• Work required:
Among the entries below, find the lines with "CAPIDAN" and copy them.

(Stored data)
════════════════════

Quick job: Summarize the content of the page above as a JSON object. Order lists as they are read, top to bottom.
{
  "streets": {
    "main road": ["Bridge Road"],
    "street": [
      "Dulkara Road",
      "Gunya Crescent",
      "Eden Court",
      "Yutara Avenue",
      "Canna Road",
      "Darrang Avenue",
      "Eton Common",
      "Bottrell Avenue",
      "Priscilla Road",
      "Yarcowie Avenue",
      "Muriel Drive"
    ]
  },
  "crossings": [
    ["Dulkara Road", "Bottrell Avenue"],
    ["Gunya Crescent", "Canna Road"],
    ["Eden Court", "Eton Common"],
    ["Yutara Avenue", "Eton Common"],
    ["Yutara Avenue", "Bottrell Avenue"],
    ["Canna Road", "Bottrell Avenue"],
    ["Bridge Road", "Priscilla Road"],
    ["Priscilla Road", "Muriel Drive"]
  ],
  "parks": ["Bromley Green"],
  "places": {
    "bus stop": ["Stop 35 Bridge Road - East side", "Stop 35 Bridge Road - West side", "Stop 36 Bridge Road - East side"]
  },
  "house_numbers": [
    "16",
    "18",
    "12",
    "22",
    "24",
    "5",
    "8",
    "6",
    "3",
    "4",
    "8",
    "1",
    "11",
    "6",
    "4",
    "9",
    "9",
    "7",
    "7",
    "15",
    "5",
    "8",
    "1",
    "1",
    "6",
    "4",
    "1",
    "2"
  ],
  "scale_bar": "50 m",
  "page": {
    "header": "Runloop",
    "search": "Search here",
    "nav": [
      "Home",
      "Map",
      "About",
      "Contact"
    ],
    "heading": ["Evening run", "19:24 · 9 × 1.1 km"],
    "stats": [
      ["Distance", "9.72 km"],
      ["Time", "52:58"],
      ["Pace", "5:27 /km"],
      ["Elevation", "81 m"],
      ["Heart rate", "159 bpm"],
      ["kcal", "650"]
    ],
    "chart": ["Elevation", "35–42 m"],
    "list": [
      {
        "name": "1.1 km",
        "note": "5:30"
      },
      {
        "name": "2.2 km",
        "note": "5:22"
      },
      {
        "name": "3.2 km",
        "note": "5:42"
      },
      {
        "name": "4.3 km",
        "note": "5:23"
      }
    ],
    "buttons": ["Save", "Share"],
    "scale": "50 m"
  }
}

════════════════════

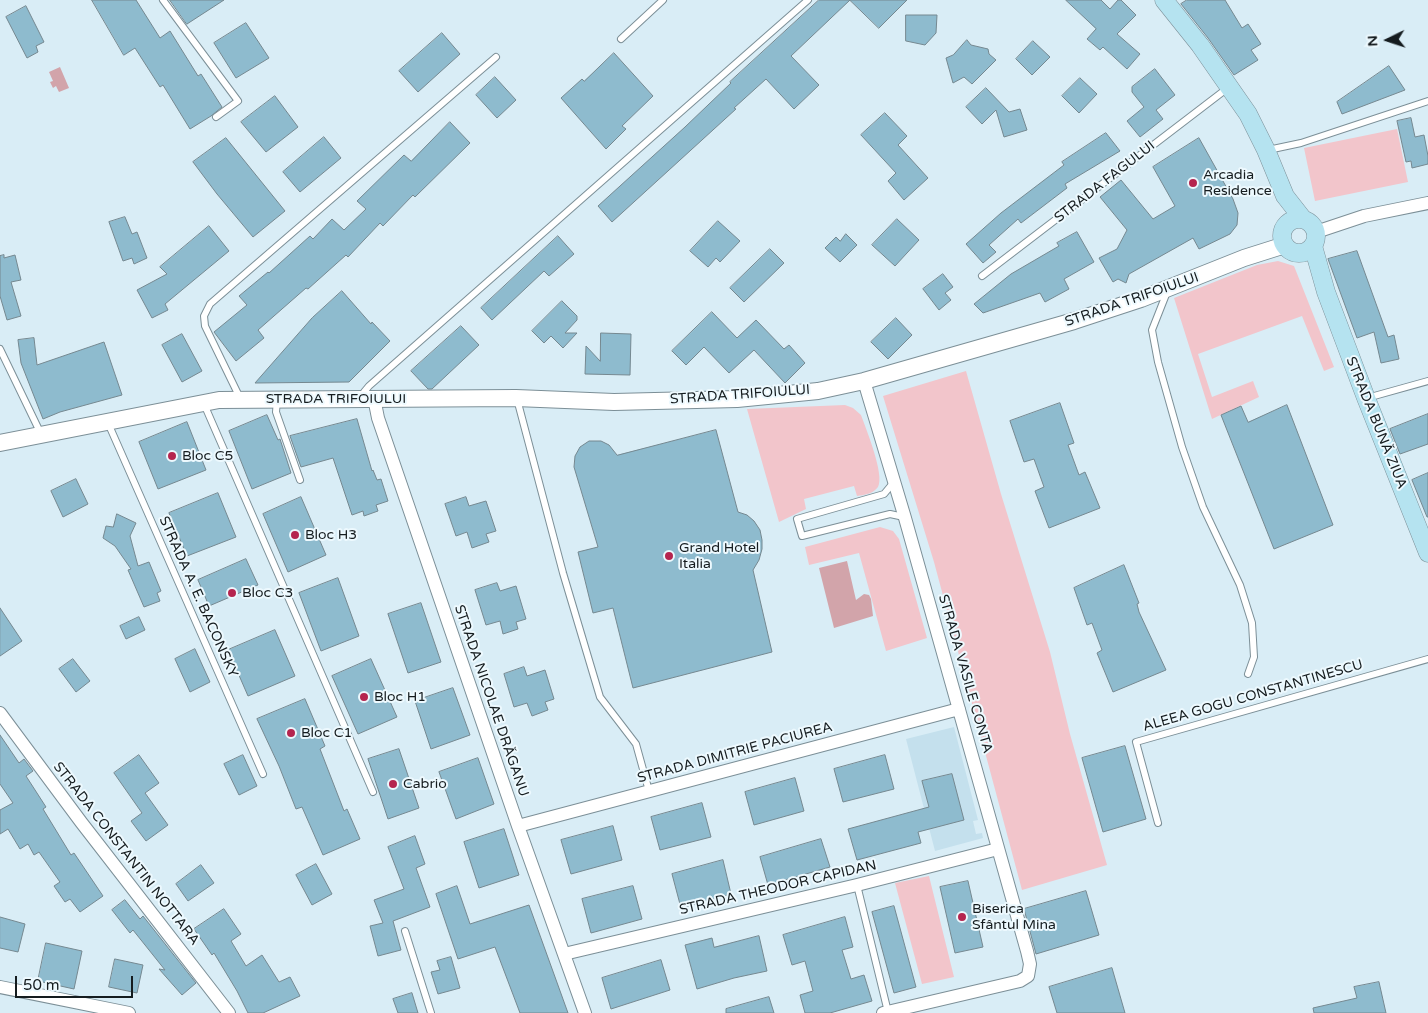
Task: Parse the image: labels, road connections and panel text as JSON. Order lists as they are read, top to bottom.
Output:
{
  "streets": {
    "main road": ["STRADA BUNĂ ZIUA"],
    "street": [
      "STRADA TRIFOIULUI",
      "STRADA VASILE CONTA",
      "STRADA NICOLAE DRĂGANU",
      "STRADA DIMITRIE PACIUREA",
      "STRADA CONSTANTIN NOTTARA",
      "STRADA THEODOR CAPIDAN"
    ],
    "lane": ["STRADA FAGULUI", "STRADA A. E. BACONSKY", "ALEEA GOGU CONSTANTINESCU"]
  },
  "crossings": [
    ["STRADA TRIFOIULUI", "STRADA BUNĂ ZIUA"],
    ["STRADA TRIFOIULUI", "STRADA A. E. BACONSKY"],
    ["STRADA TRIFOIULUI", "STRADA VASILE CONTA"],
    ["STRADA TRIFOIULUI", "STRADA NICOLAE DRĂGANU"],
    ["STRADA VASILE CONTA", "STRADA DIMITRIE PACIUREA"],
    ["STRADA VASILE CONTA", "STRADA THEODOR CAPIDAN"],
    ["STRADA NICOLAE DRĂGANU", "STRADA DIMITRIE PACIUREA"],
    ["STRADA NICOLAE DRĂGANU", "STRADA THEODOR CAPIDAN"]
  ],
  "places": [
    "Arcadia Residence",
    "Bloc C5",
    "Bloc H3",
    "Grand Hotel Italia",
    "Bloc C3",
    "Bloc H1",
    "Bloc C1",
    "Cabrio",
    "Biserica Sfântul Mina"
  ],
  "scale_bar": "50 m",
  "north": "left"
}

════════════════════

• Result of the task:
      "STRADA THEODOR CAPIDAN"
    ["STRADA VASILE CONTA", "STRADA THEODOR CAPIDAN"],
    ["STRADA NICOLAE DRĂGANU", "STRADA THEODOR CAPIDAN"]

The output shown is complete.